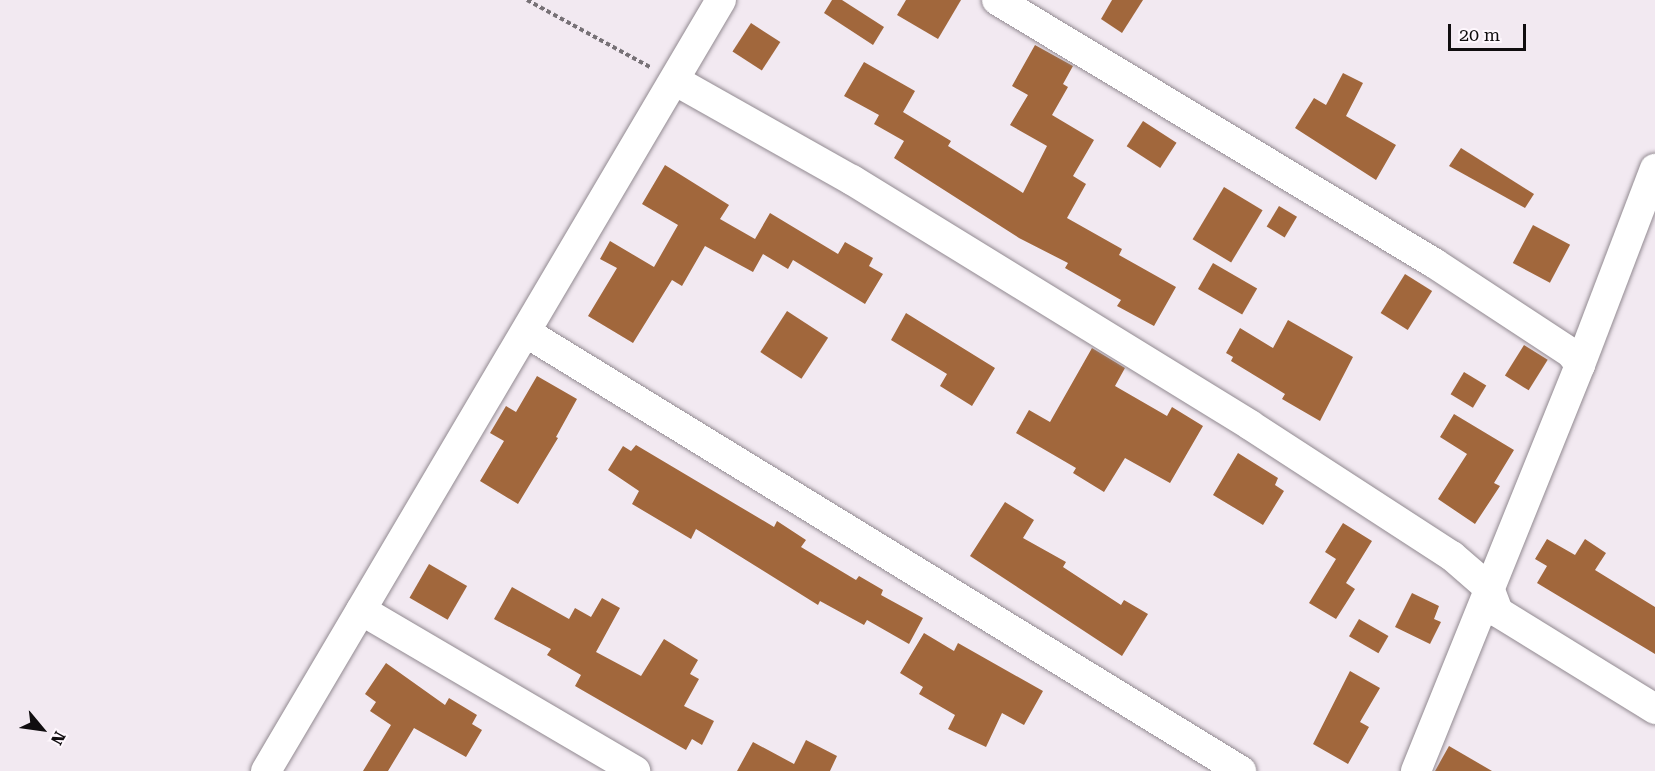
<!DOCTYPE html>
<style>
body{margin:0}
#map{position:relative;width:1655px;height:771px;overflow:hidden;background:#f2e9f1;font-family:"Roboto Serif",serif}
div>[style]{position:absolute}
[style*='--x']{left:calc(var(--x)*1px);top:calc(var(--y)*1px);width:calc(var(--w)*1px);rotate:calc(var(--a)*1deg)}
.building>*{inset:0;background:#a1673c;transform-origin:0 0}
.path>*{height:4px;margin-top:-2px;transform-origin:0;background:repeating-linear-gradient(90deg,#777176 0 4.5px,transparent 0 7.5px)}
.roads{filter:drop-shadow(0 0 2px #928a91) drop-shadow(0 0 2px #928a91)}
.minor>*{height:30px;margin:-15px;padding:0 15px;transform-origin:15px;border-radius:15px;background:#fff}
span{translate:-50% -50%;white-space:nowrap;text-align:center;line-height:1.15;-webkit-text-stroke:4.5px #fef7fd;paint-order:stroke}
.north{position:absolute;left:12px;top:699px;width:60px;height:60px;-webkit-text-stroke:4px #fef7fd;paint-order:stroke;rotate:119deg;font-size:16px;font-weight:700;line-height:24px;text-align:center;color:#100d0f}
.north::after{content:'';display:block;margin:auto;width:21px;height:27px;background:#100d0f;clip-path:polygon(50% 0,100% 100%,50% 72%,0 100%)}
.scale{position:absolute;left:1448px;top:24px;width:78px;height:27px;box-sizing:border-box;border:3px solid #100d0f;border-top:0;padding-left:8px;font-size:18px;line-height:21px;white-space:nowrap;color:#100d0f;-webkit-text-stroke:4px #fef7fd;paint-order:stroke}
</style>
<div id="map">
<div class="building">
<div style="clip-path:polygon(832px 0,842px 0,884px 27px,873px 45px,824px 13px)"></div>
<div style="clip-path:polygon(906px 0,961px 0,938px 39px,897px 15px)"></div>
<div style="clip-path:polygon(1112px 0,1143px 0,1122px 33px,1101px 19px)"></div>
<div style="left:751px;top:23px;width:35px;height:34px;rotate:33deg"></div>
<div style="clip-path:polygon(1035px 45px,1073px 66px,1063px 84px,1068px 87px,1052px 115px,1094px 140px,1073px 176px,1086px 184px,1067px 218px,1122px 249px,1119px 255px,1176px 287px,1154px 326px,1117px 306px,1121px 300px,1065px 268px,1068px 263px,1019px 238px,894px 158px,904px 141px,874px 124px,879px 115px,844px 96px,864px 62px,915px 91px,903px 112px,951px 141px,948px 146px,1023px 193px,1047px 146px,1010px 125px,1028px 95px,1012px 86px)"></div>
<div style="clip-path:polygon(1343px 73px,1363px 83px,1346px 116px,1396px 145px,1376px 180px,1295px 128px,1314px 98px,1326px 105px)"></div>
<div style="left:1143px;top:121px;width:40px;height:30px;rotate:33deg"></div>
<div style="clip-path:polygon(1461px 148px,1534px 194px,1525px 208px,1449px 166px)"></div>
<div style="clip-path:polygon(665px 165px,729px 205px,720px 219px,755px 239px,770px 213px,838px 254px,845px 242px,873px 258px,869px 266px,883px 274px,865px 304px,793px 260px,788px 269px,763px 254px,753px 272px,705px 246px,682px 286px,672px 280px,633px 343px,588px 316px,617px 268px,600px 259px,610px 241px,654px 267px,678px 225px,642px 204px)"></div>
<div style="left:1224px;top:187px;width:45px;height:61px;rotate:31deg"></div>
<div style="left:1279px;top:206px;width:21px;height:24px;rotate:31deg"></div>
<div style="left:1533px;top:225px;width:42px;height:43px;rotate:28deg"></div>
<div style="left:1213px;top:263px;width:51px;height:30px;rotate:30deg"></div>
<div style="left:1405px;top:274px;width:32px;height:46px;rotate:32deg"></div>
<div style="left:787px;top:311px;width:49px;height:49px;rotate:33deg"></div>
<div style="clip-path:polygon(906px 313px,995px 368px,972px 406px,940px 386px,947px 374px,891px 340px)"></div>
<div style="clip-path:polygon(1288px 320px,1353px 357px,1320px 421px,1282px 399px,1285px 394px,1231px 361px,1233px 357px,1226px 353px,1240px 328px,1273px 348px)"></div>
<div style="left:1524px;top:345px;width:28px;height:36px;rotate:32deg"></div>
<div style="clip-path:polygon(1092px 348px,1125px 368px,1115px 386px,1167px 416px,1172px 407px,1203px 426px,1170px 483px,1125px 458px,1104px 492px,1073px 473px,1076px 468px,1016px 433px,1029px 410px,1050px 422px)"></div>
<div style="left:1464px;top:372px;width:26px;height:26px;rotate:31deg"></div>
<div style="clip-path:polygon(537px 376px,577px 399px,556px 437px,558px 438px,518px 504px,480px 481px,504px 441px,490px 433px,506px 406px,516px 412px)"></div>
<div style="clip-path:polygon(1454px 414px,1514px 450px,1494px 483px,1500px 486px,1475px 524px,1438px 499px,1467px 454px,1440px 437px)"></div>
<div style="clip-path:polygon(636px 445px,774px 527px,777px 521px,806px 540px,801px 547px,856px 580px,859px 576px,883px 590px,881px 595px,923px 618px,909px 644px,867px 620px,864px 625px,820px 601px,818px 605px,696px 529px,691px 539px,632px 504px,639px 491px,608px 470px,623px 446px,631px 451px)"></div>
<div style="clip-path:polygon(1238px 453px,1278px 478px,1275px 485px,1284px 491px,1263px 525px,1213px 495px)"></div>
<div style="clip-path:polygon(1005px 502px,1034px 520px,1023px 538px,1066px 562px,1063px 567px,1121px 605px,1124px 600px,1148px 614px,1122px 656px,970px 556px)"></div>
<div style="clip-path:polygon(1343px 523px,1372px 541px,1346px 583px,1355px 589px,1336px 619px,1309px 603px,1336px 559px,1325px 552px)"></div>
<div style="clip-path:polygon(1547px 539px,1575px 555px,1585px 539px,1606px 553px,1595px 570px,1655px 607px,1655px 654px,1537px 583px,1547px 566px,1535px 559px)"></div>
<div style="left:429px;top:564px;width:44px;height:39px;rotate:30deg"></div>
<div style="clip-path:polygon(512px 587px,569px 619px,575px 608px,591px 617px,602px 598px,620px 608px,596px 652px,641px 676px,664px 639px,698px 660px,690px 674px,699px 679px,684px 706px,714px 721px,702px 745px,692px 739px,686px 750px,575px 686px,581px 675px,547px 655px,551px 649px,494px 619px)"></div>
<div style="clip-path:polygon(1412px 593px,1439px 606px,1434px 619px,1441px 622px,1430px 644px,1395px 627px)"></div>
<div style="left:1359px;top:619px;width:34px;height:20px;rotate:30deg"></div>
<div style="clip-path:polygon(924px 633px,954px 651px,958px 643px,1043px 691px,1024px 725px,1002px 713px,986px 747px,948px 729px,955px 715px,919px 694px,923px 687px,900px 673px)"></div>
<div style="clip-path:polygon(386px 663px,445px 705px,449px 698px,477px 715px,472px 724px,482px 730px,466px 757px,414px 728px,388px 771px,363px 771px,391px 725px,370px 711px,376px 702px,365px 694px)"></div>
<div style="clip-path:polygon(1350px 671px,1380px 688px,1360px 722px,1369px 727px,1348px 764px,1313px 744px)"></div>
<div style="clip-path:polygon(806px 740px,837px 756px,830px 771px,737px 771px,753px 742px,794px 764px)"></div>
<div style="clip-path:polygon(1449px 746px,1492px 771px,1435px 771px)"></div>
</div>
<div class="path">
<div style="--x:527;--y:0;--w:140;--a:28.6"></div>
</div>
<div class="roads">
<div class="minor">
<div style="--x:997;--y:0;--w:510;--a:31.04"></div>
<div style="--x:1434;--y:263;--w:164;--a:33.3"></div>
<div style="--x:1571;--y:353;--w:15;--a:53"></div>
<div style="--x:1580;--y:365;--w:438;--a:112"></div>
<div style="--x:676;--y:81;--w:202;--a:29.4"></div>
<div style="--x:852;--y:180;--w:467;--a:31.6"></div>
<div style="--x:1250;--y:425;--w:241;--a:33"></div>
<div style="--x:1452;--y:556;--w:49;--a:40.9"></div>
<div style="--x:1489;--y:588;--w:26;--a:69"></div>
<div style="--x:1498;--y:612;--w:185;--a:31.7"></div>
<div style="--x:527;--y:333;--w:838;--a:31.53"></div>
<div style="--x:1580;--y:365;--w:210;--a:-69.1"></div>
<div style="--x:361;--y:610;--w:318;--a:30.4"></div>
<div style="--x:266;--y:771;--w:895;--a:-59.45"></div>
</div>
</div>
<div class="north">N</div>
<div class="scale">20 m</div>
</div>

PROBLEM STATEMENT: Exactly as written, reproduce the lines from the beginning of the material through the line with "2px #928a91) drop-shadow(0", and skip any picture.

RESULT FOR THIS TASK:
<!DOCTYPE html>
<style>
body{margin:0}
#map{position:relative;width:1655px;height:771px;overflow:hidden;background:#f2e9f1;font-family:"Roboto Serif",serif}
div>[style]{position:absolute}
[style*='--x']{left:calc(var(--x)*1px);top:calc(var(--y)*1px);width:calc(var(--w)*1px);rotate:calc(var(--a)*1deg)}
.building>*{inset:0;background:#a1673c;transform-origin:0 0}
.path>*{height:4px;margin-top:-2px;transform-origin:0;background:repeating-linear-gradient(90deg,#777176 0 4.5px,transparent 0 7.5px)}
.roads{filter:drop-shadow(0 0 2px #928a91) drop-shadow(0 0 2px #928a91)}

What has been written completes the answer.